* Task to carry out *
If a line in the following entries contains the string "absolute", it counts toward the total; report only that total.

* Material shown *

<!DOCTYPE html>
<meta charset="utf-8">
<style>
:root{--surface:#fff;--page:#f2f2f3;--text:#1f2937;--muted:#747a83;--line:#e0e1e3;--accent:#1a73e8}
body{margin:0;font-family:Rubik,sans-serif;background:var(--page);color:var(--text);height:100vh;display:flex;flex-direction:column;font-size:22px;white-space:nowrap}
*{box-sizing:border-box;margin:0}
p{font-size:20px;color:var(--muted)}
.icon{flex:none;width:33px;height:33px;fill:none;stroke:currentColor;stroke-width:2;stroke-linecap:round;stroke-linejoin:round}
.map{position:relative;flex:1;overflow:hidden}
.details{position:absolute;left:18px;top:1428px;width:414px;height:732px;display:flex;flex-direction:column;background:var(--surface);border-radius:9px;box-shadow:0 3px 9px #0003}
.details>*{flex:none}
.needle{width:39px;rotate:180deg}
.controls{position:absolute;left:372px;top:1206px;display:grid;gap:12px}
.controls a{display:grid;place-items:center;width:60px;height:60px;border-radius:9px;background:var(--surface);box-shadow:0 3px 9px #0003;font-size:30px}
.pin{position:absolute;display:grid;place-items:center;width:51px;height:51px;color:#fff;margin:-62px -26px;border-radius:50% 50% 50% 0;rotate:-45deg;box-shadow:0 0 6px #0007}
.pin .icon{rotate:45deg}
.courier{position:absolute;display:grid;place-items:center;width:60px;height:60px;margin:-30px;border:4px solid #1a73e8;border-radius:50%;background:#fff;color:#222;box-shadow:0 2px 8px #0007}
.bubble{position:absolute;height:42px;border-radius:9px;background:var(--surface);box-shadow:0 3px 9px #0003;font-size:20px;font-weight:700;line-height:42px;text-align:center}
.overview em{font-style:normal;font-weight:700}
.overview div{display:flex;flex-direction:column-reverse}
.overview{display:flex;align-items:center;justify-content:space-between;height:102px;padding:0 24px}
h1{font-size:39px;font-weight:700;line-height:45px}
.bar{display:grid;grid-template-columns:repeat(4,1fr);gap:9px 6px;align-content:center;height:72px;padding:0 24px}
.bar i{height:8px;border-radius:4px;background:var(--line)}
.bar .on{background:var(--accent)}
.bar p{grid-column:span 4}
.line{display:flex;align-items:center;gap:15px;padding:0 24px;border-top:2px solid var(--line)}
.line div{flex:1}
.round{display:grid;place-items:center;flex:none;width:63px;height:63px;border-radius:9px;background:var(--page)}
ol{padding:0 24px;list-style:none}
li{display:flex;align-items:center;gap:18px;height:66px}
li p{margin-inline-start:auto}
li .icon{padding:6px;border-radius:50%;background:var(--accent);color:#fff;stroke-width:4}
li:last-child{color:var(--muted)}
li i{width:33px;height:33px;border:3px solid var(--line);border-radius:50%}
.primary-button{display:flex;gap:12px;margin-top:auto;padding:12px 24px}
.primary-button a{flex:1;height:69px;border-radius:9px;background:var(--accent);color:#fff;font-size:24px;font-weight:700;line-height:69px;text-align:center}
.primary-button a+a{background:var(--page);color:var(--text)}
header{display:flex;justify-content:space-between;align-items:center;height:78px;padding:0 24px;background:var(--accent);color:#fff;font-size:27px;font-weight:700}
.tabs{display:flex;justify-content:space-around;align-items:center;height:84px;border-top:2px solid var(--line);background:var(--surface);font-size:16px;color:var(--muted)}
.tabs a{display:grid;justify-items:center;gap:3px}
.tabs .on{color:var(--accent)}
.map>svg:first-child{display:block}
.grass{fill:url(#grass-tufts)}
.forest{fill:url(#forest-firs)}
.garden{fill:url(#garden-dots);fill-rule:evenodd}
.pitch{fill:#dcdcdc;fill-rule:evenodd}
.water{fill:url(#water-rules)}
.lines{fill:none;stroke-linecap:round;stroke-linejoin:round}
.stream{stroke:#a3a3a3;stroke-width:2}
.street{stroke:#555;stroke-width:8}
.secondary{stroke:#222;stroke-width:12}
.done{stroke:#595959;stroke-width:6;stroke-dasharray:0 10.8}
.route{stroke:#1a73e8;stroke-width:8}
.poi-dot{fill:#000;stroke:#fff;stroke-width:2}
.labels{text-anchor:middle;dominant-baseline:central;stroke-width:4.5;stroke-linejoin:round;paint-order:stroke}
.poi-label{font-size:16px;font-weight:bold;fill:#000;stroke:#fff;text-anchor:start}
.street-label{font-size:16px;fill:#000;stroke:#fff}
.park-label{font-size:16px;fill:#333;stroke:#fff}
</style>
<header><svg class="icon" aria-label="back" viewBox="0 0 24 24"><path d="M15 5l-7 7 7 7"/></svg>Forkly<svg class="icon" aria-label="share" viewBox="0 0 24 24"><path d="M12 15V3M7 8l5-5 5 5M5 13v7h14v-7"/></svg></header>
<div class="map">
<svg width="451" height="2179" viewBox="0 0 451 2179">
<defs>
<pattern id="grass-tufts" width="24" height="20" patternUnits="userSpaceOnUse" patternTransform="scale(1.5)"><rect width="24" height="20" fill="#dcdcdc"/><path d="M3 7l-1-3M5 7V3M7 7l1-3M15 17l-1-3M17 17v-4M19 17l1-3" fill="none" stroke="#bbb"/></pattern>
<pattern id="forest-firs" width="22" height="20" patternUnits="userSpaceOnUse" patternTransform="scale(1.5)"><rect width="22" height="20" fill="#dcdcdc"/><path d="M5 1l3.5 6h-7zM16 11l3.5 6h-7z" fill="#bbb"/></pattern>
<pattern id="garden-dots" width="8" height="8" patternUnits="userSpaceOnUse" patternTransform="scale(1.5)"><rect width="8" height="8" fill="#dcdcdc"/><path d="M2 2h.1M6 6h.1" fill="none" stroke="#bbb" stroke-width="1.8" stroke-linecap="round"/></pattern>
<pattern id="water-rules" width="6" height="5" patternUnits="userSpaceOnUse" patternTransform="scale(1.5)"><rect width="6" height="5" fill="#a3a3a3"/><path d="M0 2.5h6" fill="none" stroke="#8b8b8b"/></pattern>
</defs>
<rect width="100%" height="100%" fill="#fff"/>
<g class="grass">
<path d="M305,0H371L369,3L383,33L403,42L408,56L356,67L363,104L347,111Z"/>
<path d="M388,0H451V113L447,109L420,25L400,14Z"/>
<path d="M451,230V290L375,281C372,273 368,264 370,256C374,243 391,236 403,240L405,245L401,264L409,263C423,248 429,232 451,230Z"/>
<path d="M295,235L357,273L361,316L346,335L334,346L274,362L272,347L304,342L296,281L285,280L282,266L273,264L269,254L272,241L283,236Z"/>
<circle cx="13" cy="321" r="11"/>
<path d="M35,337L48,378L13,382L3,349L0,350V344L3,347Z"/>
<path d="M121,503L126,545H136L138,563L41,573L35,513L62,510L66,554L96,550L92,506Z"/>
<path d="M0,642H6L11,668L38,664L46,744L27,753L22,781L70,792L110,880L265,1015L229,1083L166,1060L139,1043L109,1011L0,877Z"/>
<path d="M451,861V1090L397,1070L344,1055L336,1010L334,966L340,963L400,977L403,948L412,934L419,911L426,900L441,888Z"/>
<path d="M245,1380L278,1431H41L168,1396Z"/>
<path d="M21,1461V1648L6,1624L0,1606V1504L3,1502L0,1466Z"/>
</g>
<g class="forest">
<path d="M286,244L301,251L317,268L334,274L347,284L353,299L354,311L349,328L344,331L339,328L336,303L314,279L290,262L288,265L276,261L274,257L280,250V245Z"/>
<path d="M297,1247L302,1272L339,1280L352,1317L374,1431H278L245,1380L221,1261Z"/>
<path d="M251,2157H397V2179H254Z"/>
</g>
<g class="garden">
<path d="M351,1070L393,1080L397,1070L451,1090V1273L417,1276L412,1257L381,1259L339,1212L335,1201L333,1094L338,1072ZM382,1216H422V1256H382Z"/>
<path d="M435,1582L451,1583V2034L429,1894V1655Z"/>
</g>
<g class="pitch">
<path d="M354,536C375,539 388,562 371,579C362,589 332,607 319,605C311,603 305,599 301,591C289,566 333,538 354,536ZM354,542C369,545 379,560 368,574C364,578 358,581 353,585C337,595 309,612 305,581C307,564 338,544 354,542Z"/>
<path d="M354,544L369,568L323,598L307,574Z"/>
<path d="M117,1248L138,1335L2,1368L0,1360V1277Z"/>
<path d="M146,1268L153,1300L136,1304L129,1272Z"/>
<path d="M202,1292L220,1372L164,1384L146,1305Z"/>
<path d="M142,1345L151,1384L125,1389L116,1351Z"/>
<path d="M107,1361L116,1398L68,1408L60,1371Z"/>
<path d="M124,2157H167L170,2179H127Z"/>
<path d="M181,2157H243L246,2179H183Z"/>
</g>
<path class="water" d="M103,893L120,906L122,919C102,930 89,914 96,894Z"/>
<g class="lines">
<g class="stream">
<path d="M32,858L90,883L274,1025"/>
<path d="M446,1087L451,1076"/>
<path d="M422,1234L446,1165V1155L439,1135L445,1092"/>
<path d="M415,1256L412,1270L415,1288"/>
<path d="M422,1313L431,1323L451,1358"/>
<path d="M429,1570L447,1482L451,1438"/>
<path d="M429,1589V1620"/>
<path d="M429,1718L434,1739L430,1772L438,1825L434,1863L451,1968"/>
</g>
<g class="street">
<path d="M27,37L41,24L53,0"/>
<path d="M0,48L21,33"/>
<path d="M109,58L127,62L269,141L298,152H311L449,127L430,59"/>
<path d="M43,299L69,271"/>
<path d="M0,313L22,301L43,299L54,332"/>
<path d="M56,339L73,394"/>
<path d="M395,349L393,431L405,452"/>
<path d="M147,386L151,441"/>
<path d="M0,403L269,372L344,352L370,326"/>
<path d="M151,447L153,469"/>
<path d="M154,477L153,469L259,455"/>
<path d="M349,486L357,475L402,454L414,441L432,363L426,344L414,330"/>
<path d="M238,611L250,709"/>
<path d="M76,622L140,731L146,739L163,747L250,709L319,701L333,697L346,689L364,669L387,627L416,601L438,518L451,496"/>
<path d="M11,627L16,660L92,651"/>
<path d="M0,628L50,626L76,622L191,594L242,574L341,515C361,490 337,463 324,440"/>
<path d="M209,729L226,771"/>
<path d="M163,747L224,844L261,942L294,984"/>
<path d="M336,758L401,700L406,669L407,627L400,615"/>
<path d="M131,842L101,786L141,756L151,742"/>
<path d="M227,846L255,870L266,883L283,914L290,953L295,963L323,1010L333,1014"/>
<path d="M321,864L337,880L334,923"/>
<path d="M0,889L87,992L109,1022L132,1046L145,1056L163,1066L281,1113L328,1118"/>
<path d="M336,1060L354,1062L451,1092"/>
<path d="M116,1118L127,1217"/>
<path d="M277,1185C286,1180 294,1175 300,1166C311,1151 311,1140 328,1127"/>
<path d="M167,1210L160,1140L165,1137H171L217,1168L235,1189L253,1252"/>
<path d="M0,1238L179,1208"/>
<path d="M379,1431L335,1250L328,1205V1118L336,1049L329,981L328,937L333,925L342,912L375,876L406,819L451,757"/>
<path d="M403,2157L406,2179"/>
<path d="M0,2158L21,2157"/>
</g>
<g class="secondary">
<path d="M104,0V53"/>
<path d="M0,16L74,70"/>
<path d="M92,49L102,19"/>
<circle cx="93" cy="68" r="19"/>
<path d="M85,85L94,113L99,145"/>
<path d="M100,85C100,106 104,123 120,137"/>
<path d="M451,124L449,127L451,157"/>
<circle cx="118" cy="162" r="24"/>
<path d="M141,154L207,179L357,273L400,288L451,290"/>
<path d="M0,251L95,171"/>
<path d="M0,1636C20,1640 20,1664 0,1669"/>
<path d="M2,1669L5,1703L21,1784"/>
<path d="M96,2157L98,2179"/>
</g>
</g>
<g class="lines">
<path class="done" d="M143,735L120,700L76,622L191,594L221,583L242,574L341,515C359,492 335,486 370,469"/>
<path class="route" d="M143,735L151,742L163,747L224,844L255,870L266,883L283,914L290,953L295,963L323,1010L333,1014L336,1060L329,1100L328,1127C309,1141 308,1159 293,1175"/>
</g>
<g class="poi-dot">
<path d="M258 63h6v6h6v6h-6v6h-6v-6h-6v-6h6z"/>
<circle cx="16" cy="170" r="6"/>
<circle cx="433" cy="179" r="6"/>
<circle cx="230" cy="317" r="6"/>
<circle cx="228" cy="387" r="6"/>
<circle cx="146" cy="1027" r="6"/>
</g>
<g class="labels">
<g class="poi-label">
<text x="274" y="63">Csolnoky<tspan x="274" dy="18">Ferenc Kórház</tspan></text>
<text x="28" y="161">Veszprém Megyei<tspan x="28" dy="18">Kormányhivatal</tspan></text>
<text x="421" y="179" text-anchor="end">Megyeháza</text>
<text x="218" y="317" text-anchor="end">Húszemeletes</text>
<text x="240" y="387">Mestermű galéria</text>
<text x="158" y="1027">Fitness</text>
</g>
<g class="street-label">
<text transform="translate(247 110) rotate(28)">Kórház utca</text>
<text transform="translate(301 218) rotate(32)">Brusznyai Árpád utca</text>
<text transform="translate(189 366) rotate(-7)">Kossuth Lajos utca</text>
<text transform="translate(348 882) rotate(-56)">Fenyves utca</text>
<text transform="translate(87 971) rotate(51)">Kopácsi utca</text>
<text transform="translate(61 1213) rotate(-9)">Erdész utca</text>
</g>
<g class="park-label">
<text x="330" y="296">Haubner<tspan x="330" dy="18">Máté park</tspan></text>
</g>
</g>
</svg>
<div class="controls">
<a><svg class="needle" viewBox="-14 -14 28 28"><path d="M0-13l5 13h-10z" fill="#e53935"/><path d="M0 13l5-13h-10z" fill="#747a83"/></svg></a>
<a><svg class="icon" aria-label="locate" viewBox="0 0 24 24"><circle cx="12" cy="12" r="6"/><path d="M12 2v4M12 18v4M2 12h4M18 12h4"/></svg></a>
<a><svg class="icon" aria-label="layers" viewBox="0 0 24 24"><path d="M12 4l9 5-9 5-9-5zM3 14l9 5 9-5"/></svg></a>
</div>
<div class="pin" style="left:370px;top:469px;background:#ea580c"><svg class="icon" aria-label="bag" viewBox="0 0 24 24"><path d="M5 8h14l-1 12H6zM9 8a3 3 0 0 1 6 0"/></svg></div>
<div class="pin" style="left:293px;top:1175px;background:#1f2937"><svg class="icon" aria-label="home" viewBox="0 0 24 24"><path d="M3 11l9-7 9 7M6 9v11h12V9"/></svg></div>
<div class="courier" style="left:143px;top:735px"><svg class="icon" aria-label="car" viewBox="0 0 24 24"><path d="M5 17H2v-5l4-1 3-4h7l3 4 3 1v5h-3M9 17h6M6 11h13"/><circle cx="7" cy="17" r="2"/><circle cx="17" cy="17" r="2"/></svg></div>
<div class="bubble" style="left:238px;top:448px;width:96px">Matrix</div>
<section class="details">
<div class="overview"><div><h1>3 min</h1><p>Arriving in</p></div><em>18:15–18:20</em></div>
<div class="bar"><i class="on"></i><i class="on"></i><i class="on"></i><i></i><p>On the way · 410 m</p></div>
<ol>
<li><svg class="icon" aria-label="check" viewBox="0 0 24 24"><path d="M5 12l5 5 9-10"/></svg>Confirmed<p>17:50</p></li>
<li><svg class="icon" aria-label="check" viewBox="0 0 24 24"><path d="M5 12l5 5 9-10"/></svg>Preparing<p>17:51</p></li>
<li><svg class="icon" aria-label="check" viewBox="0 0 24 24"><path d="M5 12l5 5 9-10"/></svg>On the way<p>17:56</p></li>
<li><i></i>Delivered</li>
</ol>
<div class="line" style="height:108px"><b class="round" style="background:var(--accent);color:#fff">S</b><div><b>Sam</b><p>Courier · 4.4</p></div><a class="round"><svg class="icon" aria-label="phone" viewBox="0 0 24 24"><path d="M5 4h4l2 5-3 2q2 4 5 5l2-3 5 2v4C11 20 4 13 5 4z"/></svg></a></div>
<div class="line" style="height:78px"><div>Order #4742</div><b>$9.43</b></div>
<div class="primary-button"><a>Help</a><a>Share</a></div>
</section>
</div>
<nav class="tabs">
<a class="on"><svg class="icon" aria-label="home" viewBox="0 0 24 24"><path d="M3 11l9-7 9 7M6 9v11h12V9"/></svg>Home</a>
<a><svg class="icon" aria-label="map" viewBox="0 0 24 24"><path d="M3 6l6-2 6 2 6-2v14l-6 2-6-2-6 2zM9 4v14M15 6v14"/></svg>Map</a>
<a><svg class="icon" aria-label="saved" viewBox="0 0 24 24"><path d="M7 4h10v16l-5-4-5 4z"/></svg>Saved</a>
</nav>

* Completed task *
5